Which lines below hold the word "Bosco"? Copy all of them.

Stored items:
· · · ·

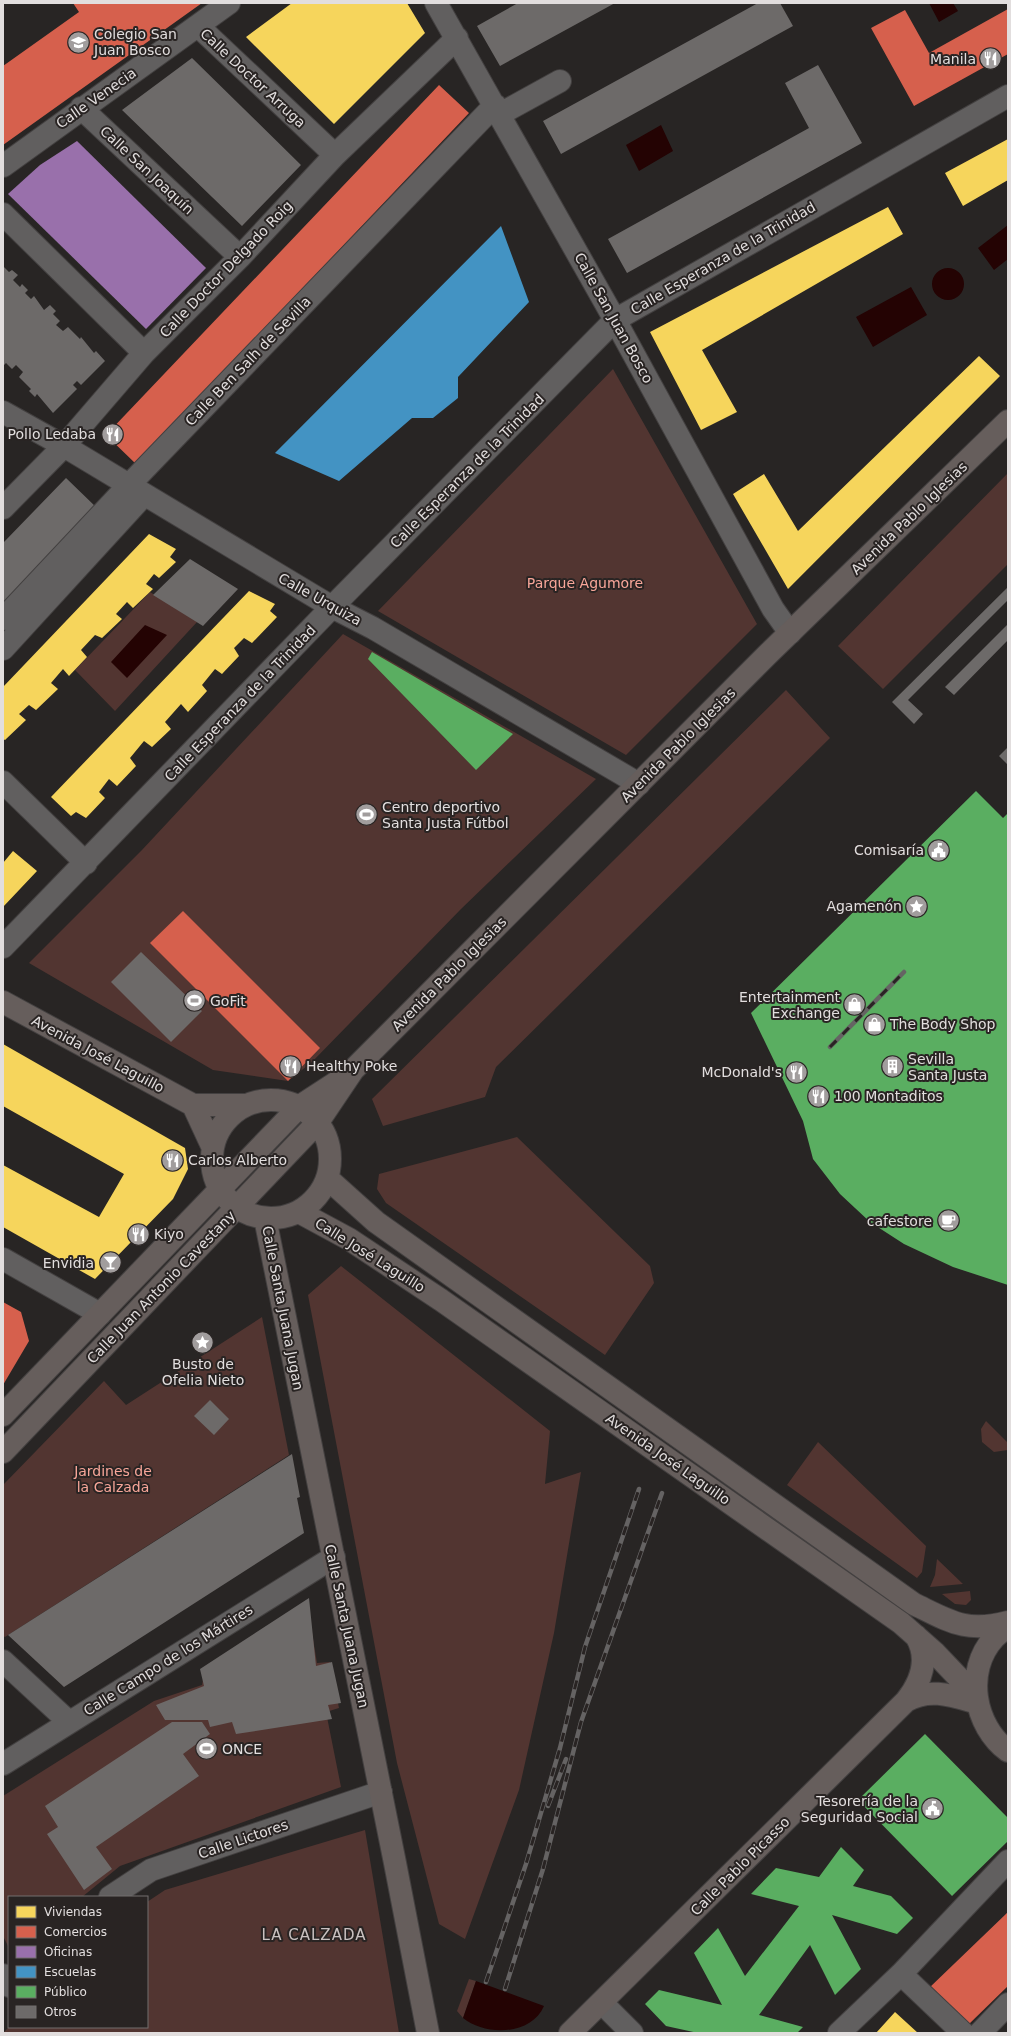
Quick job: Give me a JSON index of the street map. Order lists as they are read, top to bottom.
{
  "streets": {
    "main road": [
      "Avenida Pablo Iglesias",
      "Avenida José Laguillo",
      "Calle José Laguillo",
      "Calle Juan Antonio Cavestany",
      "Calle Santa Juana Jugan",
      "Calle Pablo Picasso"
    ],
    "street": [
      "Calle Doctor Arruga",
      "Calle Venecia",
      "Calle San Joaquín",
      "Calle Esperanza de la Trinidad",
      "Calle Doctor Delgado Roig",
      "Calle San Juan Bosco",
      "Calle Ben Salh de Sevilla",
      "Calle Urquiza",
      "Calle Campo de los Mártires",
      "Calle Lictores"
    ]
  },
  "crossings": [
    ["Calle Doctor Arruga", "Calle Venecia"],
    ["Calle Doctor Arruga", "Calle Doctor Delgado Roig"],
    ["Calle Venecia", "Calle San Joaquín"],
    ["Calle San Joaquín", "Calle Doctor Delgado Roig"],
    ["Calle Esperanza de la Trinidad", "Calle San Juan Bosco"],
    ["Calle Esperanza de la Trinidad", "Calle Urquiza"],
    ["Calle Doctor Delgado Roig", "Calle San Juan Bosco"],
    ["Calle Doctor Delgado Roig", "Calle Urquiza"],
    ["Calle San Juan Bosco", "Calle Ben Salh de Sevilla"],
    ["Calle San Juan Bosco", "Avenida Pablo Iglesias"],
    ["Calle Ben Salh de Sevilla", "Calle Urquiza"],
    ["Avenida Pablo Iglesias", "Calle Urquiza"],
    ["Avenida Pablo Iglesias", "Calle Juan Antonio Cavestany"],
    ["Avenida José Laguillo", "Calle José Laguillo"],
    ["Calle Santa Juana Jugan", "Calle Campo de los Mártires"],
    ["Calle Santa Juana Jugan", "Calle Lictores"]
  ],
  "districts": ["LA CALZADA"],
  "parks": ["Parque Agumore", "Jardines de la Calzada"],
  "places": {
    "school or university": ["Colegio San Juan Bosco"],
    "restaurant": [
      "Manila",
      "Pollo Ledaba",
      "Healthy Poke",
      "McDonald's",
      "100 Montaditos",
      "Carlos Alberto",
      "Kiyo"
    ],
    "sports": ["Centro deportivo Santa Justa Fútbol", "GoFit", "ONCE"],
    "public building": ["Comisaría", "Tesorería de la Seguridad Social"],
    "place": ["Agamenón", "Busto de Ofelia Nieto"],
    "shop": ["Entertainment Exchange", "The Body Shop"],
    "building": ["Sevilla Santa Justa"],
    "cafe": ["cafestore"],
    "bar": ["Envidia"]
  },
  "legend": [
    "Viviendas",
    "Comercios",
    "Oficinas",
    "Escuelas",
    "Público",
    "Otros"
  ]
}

· · · ·

* _TASK SOLUTION_
      "Calle San Juan Bosco",
    ["Calle Esperanza de la Trinidad", "Calle San Juan Bosco"],
    ["Calle Doctor Delgado Roig", "Calle San Juan Bosco"],
    ["Calle San Juan Bosco", "Calle Ben Salh de Sevilla"],
    ["Calle San Juan Bosco", "Avenida Pablo Iglesias"],
    "school or university": ["Colegio San Juan Bosco"],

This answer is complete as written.